**Exercise goal:**
In the data, find each line where the word "position" appears and list that line.

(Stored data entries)
-*-*-

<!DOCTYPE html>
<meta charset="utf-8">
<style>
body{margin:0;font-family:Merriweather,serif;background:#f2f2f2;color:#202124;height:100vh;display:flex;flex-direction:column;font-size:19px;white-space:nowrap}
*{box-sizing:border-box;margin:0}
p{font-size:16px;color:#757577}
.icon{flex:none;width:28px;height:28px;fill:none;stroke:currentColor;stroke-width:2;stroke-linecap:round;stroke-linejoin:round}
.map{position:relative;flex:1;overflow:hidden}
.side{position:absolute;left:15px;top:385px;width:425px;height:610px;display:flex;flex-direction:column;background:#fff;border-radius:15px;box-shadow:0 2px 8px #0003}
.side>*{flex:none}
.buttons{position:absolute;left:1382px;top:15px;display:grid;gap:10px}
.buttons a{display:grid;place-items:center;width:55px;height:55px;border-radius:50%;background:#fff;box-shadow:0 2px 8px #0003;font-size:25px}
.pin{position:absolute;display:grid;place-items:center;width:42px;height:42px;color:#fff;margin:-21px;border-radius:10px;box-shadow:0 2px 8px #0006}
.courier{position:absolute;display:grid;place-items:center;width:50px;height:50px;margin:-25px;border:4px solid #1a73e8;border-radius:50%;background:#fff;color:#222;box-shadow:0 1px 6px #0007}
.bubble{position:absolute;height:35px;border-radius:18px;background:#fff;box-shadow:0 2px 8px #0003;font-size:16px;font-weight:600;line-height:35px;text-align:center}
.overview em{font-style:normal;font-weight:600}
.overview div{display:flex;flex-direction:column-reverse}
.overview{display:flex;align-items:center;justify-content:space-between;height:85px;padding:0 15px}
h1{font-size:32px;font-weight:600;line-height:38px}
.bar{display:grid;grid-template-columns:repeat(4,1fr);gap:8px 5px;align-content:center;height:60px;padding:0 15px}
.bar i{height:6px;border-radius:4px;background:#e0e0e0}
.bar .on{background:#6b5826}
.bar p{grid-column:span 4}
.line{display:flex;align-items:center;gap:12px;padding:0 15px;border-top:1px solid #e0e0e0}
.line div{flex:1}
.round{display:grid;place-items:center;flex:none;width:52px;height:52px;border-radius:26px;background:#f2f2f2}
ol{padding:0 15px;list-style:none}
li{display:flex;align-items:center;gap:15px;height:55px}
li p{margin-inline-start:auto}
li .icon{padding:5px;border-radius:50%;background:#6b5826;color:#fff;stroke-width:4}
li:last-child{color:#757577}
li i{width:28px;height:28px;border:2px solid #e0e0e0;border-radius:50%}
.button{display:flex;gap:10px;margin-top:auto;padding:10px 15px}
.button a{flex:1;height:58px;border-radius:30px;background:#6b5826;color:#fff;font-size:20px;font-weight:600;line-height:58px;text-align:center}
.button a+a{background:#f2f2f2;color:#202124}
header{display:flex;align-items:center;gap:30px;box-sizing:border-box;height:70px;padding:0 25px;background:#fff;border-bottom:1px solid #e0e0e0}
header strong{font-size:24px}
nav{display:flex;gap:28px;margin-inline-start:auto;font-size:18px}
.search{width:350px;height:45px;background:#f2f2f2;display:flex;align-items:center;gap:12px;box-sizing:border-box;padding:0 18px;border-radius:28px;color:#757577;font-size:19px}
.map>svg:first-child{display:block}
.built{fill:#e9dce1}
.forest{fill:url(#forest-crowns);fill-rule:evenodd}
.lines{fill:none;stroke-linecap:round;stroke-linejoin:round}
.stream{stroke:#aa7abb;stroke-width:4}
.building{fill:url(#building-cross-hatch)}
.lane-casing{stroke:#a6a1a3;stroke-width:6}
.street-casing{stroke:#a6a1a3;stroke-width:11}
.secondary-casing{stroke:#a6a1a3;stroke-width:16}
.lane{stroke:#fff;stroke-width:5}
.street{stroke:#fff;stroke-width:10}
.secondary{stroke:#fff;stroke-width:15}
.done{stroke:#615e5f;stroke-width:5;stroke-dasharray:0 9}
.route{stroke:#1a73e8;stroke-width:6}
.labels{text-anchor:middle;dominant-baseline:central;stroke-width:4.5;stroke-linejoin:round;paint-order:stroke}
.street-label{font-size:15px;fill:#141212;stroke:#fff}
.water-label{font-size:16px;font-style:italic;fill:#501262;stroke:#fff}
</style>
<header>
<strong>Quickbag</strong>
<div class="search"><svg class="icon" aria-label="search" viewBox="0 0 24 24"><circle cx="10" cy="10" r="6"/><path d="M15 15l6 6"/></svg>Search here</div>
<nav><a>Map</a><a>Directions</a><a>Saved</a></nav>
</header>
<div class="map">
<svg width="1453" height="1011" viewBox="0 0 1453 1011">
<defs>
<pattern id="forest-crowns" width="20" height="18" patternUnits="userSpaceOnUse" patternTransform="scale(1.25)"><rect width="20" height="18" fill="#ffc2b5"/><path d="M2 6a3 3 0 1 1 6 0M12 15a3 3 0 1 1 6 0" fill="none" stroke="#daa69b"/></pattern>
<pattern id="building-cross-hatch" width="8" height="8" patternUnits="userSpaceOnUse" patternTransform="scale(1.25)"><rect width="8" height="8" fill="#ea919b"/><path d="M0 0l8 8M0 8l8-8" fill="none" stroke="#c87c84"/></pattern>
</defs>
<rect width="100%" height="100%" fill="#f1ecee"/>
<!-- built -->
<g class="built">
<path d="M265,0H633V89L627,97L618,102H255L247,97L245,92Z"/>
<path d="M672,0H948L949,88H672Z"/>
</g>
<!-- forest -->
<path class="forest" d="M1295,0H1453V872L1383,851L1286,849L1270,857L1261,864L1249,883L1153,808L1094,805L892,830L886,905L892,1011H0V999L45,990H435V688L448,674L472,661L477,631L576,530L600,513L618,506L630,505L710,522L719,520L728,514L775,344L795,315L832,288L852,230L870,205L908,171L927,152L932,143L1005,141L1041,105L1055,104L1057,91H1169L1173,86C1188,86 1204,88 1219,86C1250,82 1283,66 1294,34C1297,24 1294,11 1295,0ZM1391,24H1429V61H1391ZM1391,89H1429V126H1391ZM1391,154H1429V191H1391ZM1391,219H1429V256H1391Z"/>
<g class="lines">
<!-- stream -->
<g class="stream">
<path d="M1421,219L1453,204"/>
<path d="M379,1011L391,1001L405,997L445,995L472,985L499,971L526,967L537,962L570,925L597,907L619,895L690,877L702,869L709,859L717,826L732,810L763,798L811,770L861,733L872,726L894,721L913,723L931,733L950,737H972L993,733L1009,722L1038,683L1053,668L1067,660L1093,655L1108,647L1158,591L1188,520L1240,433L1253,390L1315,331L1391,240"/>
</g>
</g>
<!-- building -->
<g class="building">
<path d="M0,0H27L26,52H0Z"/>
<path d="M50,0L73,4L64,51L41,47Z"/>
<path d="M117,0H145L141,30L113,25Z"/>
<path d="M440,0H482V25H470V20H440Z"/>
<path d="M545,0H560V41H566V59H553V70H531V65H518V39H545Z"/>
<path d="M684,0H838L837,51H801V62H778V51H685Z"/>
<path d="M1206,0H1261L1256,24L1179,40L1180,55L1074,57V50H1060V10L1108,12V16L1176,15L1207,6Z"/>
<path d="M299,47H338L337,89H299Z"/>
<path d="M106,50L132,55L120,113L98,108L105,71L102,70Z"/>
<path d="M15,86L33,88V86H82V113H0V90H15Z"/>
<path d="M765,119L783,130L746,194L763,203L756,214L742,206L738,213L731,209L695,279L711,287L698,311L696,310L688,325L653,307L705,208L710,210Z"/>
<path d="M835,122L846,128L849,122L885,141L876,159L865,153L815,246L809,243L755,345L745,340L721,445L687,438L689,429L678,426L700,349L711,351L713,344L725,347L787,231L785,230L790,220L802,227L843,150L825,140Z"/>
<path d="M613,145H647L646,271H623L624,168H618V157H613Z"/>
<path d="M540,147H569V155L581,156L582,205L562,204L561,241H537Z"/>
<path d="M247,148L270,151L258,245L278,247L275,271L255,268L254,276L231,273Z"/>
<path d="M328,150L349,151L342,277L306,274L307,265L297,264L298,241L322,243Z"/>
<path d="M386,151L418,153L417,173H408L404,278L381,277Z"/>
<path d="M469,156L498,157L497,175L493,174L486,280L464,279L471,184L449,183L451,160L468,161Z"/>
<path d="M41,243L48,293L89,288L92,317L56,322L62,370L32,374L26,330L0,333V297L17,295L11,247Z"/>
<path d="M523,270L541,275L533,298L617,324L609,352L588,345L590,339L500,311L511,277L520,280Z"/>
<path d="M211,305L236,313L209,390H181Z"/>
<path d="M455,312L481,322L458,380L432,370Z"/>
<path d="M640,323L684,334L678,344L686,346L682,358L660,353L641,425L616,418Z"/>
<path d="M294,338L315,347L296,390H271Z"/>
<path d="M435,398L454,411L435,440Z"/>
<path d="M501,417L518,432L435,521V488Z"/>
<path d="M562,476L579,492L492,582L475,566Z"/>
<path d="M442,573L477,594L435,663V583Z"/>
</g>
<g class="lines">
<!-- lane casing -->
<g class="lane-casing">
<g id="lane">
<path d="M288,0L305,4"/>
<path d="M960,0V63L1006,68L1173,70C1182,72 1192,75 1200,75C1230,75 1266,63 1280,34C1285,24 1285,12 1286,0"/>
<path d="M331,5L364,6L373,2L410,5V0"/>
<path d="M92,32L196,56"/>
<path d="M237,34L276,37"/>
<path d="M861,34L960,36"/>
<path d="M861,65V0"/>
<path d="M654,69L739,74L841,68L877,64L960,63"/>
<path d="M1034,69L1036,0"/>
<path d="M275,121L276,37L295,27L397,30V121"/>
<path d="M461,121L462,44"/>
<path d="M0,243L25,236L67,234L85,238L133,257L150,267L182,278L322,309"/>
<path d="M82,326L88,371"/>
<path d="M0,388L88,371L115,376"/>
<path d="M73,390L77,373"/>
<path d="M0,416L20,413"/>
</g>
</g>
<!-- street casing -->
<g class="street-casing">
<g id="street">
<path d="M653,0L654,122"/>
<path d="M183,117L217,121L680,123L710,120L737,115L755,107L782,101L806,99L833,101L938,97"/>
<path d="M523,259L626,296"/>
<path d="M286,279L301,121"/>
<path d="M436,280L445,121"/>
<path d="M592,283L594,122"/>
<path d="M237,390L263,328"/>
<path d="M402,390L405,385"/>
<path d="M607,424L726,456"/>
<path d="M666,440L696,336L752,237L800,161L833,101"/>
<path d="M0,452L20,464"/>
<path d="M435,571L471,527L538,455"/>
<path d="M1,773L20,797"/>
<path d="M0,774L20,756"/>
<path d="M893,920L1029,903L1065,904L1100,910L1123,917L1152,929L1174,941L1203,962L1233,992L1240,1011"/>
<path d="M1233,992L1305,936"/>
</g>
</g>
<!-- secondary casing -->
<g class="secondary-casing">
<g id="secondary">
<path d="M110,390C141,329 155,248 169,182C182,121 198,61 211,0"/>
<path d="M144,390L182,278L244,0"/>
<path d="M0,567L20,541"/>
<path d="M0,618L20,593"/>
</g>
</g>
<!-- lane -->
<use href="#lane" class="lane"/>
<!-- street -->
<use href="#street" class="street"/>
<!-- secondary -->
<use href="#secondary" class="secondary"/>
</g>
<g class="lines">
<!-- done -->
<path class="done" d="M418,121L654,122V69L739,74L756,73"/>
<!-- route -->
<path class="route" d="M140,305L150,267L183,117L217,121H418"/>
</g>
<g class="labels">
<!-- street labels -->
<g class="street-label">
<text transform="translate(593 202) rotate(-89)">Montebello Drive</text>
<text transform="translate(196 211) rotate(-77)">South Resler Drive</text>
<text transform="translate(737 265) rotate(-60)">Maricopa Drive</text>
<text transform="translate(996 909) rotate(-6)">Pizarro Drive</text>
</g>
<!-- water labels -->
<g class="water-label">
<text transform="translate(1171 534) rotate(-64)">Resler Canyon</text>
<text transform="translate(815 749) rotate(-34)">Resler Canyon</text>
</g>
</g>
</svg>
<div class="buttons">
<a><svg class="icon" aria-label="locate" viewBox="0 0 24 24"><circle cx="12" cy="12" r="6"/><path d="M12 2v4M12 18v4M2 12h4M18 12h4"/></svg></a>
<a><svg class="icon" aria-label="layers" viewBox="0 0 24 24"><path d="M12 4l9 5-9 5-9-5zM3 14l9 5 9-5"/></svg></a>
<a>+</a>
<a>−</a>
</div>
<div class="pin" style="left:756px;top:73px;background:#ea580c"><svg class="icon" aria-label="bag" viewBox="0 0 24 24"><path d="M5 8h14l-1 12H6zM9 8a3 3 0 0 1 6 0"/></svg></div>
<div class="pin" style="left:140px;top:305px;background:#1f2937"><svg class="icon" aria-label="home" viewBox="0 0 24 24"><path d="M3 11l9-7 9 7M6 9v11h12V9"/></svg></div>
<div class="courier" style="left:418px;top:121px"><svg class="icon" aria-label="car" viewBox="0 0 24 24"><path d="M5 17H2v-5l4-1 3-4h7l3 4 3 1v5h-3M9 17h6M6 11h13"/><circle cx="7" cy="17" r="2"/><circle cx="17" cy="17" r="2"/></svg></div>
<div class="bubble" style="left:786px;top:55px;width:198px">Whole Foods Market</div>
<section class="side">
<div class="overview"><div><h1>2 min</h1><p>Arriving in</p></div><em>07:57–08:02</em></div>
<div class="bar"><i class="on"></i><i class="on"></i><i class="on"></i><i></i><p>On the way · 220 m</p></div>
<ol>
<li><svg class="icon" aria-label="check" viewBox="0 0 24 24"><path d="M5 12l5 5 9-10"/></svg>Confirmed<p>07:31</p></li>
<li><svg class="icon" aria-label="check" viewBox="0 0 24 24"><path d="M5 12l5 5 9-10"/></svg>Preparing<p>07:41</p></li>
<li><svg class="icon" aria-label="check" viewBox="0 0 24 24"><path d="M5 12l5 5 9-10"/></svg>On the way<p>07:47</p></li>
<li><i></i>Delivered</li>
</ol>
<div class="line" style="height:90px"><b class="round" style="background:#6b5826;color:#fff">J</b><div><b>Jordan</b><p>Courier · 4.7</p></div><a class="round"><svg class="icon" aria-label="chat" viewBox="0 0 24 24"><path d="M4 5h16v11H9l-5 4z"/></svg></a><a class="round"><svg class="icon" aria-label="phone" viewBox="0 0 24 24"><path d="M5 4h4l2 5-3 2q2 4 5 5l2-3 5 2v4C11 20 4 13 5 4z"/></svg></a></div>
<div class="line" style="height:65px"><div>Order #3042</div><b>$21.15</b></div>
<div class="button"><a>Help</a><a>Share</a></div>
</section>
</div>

-*-*-

**Task result:**
.map{position:relative;flex:1;overflow:hidden}
.side{position:absolute;left:15px;top:385px;width:425px;height:610px;display:flex;flex-direction:column;background:#fff;border-radius:15px;box-shadow:0 2px 8px #0003}
.buttons{position:absolute;left:1382px;top:15px;display:grid;gap:10px}
.pin{position:absolute;display:grid;place-items:center;width:42px;height:42px;color:#fff;margin:-21px;border-radius:10px;box-shadow:0 2px 8px #0006}
.courier{position:absolute;display:grid;place-items:center;width:50px;height:50px;margin:-25px;border:4px solid #1a73e8;border-radius:50%;background:#fff;color:#222;box-shadow:0 1px 6px #0007}
.bubble{position:absolute;height:35px;border-radius:18px;background:#fff;box-shadow:0 2px 8px #0003;font-size:16px;font-weight:600;line-height:35px;text-align:center}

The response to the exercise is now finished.